Assenze, violenze e crisi

7 giorni, 7 notizie poco conosciute: il petrolio libico al governo; Libano senza presidente; tensioni in Myanmar e Sri Lanka; crisi cubana; attentati in Kenya; muore Shevarnadze
Proteste dei monaci in Thailandia

Mercoledì 2 luglio: i porti in mano al governo in Libia

Nella grande confusione che regna a Tripoli e Bengasi, così come in tutto il Paese, il governo sembra battere un colpo “riappropriandosi” dei porti e dei terminali petroliferi, in fondo quel che sta più a cuore ai Paesi occidentali. Abdullah al-Thani, premier ad interim, ha annunciato, contestualmente alla dichiarazione del leader dei ribelli, Ibrahim Jodhran, che è stato raggiunto un accordo tra il governo e i ribelli per la “liberazione” di Sidra e Ras Lanuf, dopo Hariga e Zuetina. Non si conoscono le contropartite ottenute dai ribelli.

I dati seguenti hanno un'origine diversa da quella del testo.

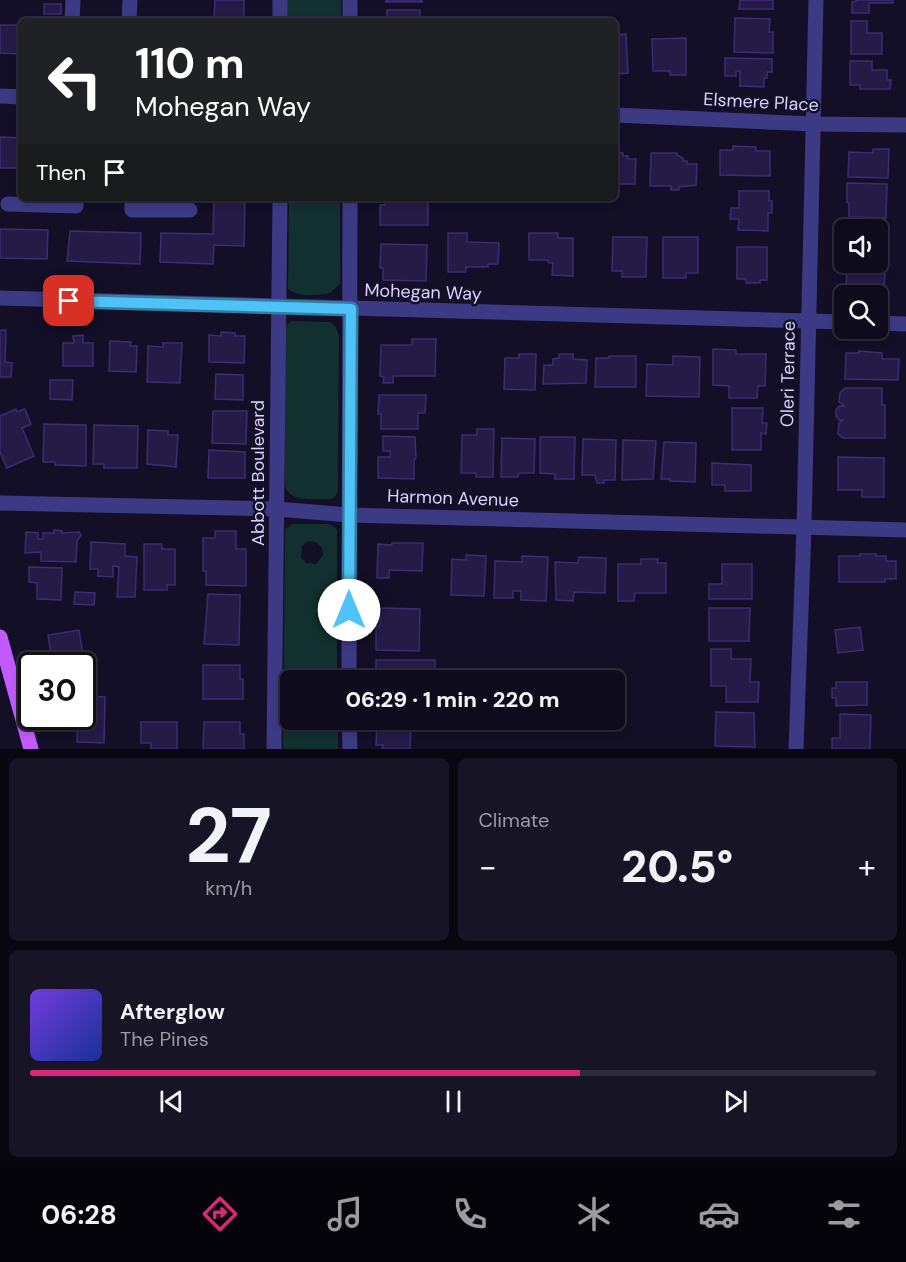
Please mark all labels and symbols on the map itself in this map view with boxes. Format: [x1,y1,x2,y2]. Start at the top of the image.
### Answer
street label: Elsmere Place [703,87,819,117]
pin [43,275,94,326]
street label: Mohegan Way [364,278,482,306]
street label: Oleri Terrace [775,321,801,427]
street label: Abbott Boulevard [246,400,270,546]
street label: Harmon Avenue [387,484,519,512]
position arrow [317,578,381,642]
speed limit sign: 30 [18,652,96,730]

Giovedì 3 luglio: Beirut senza presidente

Continua la telenovela infinita dell’elezione presidenziale libanese. Anche l’ottava sessione per l’elezione del capo dello Stato che succederà a Michel Sleiman è andata via senza che sia stato raggiunto il numero legale. Prossima sessione il 23 luglio. Intanto il governo ha varato delle misure transitorie per poter continuare a guidare il Paese anche in assenza di presidente. Come si sa, quest’ultimo deve essere cristiano, mentre il premier è musulmano. La situazione è di stallo completo, al punto che uno dei candidati, Michel Aoun, ha invocato l’elezione diretta.

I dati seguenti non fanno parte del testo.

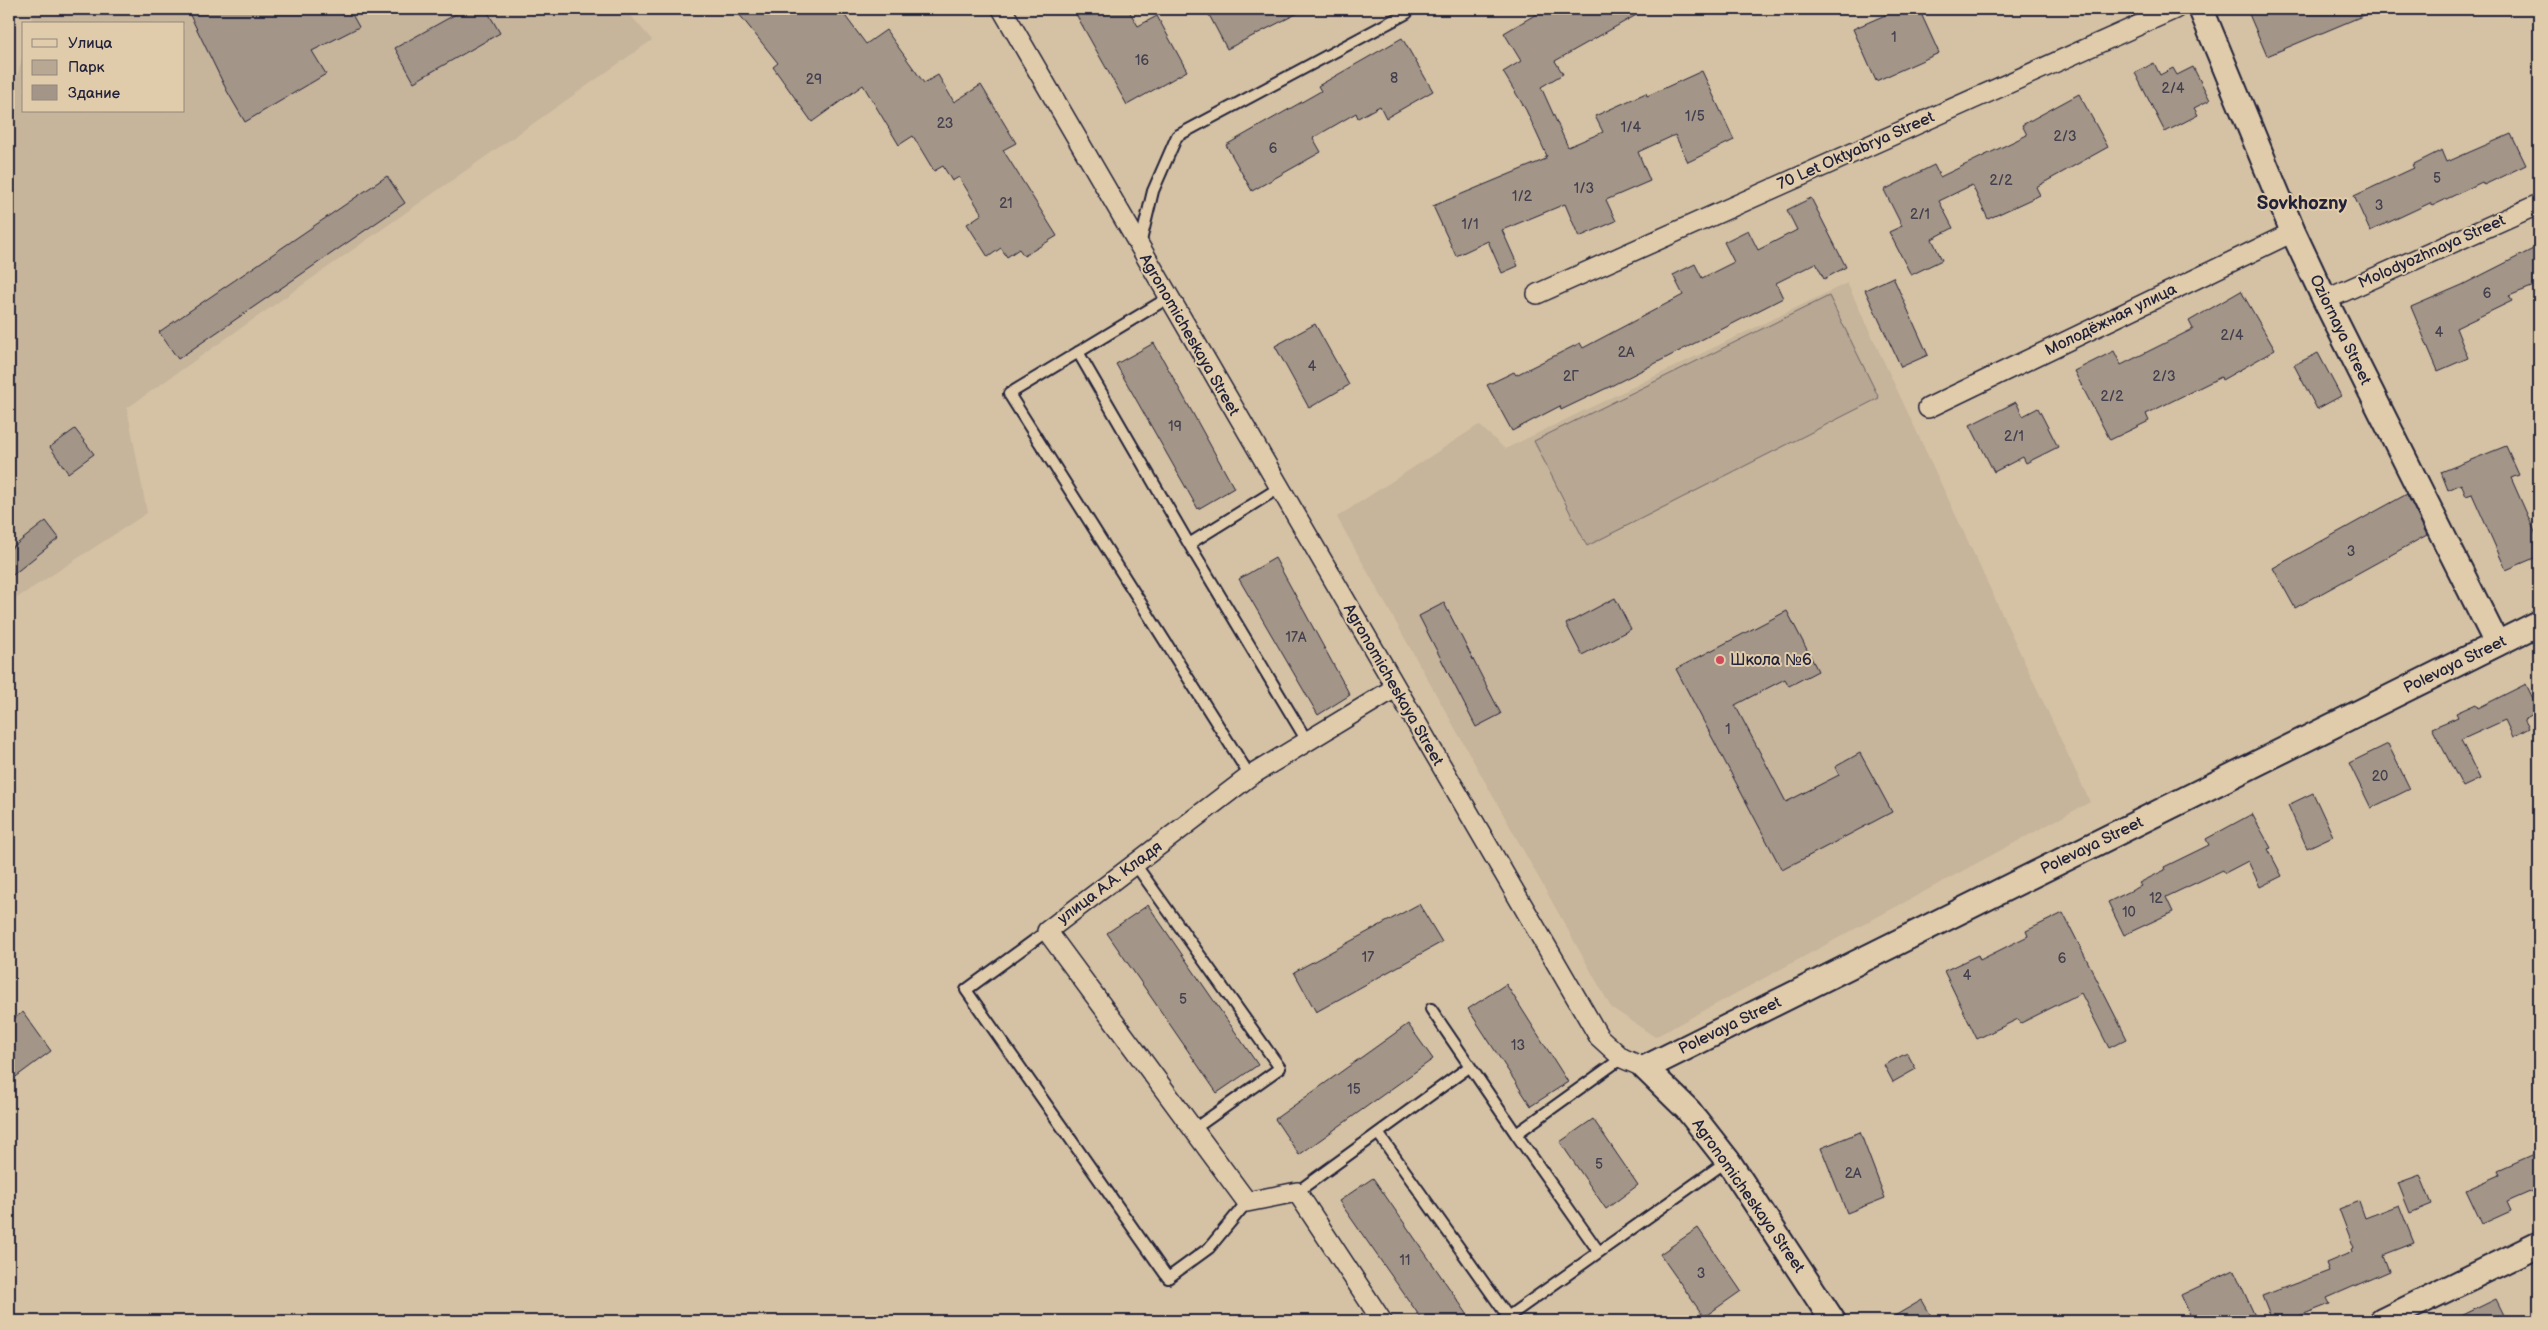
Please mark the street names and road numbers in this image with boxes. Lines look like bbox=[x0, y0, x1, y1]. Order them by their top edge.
street label: 70 Let Oktyabrya Street bbox=[1775, 108, 1937, 194]
street label: Molodyozhnaya Street bbox=[2356, 211, 2508, 293]
street label: Agronomicheskaya Street bbox=[1135, 251, 1243, 419]
street label: Oziornaya Street bbox=[2305, 272, 2375, 388]
street label: Молодёжная улица bbox=[2042, 280, 2180, 360]
street label: Agronomicheskaya Street bbox=[1339, 601, 1447, 769]
street label: Polevaya Street bbox=[2401, 632, 2509, 698]
street label: Polevaya Street bbox=[2038, 813, 2146, 879]
street label: улица А.А. Кладя bbox=[1054, 837, 1166, 929]
street label: Polevaya Street bbox=[1676, 993, 1784, 1059]
street label: Agronomicheskaya Street bbox=[1688, 1115, 1808, 1277]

Venerdì 4 luglio: coprifuoco in Myanmar

Continuano le violenze interetniche in Myanmar. Dopo i gravi scontri a Mandalay, la seconda città del Paese, tra musulmani e buddhisti che hanno fatto due morti e decine di feriti, il governo di Naypydaw ha imposto il coprifuoco a Mandalay ed ha schierato più di milel agenti per controllare il terreno. Gli incidenti sono scoppiati dopo la diffusione della notizia della violenza commessa da due giovani musulmani nei confronti di una giovane buddhista, in un bar della città. La situazione sembra sfuggire dalle mani del governo, per violenze inattese, dopo decenni di convivenza pacifica tra buddhisti e musulmani.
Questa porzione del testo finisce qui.